(Material provided Opens)

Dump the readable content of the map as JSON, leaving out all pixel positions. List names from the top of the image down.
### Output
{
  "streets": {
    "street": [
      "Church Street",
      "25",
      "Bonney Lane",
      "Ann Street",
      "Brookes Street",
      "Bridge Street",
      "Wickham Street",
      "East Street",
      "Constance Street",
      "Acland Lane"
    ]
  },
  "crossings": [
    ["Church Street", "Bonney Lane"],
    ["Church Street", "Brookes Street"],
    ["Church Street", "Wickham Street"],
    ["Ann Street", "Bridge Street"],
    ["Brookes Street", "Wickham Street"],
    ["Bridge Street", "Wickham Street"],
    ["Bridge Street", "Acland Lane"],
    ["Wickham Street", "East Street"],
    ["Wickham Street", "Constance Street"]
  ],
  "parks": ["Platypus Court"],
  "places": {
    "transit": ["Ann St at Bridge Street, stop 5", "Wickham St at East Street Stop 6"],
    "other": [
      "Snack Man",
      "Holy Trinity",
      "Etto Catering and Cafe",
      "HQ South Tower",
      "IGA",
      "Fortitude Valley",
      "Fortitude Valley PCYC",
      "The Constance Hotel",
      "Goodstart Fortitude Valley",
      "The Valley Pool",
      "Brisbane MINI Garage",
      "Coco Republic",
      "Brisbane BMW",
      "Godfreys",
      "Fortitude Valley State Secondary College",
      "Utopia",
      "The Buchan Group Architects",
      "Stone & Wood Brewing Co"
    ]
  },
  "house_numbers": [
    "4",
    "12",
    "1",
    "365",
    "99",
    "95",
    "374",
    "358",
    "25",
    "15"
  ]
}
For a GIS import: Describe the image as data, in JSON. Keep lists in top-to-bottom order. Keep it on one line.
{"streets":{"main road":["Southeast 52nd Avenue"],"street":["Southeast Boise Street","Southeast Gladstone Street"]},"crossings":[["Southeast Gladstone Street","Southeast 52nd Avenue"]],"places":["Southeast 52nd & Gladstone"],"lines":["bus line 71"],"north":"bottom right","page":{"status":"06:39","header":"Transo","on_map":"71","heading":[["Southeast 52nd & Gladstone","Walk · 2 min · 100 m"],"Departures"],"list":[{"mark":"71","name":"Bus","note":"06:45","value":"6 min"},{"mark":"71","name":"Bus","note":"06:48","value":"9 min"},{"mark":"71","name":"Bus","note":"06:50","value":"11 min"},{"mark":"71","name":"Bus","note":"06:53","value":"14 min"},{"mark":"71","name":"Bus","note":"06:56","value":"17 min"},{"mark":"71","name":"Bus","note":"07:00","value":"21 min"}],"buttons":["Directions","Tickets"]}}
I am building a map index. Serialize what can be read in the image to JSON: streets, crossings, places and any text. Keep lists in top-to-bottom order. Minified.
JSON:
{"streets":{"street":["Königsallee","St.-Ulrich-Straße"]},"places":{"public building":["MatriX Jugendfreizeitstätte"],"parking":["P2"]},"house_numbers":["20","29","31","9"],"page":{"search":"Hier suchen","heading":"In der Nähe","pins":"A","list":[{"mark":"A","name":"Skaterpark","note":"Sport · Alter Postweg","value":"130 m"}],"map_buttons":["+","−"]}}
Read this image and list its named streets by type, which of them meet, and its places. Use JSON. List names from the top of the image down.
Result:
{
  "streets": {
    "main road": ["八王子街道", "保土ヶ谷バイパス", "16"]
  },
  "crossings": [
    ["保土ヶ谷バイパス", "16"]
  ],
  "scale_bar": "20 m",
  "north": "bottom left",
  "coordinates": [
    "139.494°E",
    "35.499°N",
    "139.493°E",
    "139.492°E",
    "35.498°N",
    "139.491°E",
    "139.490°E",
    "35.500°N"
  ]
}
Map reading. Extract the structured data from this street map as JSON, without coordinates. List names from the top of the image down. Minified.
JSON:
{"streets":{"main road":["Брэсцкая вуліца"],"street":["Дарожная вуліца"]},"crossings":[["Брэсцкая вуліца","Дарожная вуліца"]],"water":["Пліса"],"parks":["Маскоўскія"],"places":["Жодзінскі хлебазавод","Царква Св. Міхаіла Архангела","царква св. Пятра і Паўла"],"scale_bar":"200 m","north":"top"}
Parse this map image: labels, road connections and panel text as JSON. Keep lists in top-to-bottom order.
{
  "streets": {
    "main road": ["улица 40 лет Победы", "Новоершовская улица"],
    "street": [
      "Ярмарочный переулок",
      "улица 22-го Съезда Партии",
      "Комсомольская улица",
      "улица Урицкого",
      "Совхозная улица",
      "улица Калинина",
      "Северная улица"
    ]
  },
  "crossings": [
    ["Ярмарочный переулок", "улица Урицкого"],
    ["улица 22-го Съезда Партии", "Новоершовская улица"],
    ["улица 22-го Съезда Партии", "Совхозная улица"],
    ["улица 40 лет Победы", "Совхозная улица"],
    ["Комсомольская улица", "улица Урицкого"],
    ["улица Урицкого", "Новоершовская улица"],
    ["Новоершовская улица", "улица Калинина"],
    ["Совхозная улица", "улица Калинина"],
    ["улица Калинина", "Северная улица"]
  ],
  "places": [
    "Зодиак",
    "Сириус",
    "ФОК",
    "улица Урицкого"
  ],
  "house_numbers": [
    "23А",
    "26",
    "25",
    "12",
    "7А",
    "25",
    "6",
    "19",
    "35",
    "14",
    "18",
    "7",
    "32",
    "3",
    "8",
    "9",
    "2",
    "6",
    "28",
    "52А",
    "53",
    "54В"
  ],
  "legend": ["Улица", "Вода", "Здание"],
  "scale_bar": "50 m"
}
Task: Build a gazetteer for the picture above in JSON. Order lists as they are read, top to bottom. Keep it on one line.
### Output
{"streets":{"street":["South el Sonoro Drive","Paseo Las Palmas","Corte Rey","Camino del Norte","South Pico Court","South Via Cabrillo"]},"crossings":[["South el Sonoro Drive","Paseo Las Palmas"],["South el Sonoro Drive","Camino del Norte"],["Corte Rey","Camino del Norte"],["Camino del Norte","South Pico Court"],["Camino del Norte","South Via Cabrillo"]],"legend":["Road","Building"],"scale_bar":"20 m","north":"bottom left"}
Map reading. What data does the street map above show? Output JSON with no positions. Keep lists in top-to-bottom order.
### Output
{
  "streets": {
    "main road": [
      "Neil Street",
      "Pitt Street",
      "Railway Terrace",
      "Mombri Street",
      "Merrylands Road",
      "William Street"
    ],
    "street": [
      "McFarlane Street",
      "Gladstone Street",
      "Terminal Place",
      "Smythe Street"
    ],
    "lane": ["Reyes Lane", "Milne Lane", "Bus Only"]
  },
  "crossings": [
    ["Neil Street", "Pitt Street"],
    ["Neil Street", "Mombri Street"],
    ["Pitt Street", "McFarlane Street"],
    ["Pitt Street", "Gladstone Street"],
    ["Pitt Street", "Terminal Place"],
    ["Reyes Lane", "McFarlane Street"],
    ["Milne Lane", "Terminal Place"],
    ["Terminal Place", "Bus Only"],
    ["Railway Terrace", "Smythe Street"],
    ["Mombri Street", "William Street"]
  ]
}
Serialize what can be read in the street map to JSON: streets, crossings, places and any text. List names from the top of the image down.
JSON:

(Material provided Closes)

* **Your objective**: What is wanted is the line containing "Serialize what can be read in the street" and every line after it through the last line of the entries, printed exactly.

* **Exercise result**:
Serialize what can be read in the street map to JSON: streets, crossings, places and any text. List names from the top of the image down.
JSON:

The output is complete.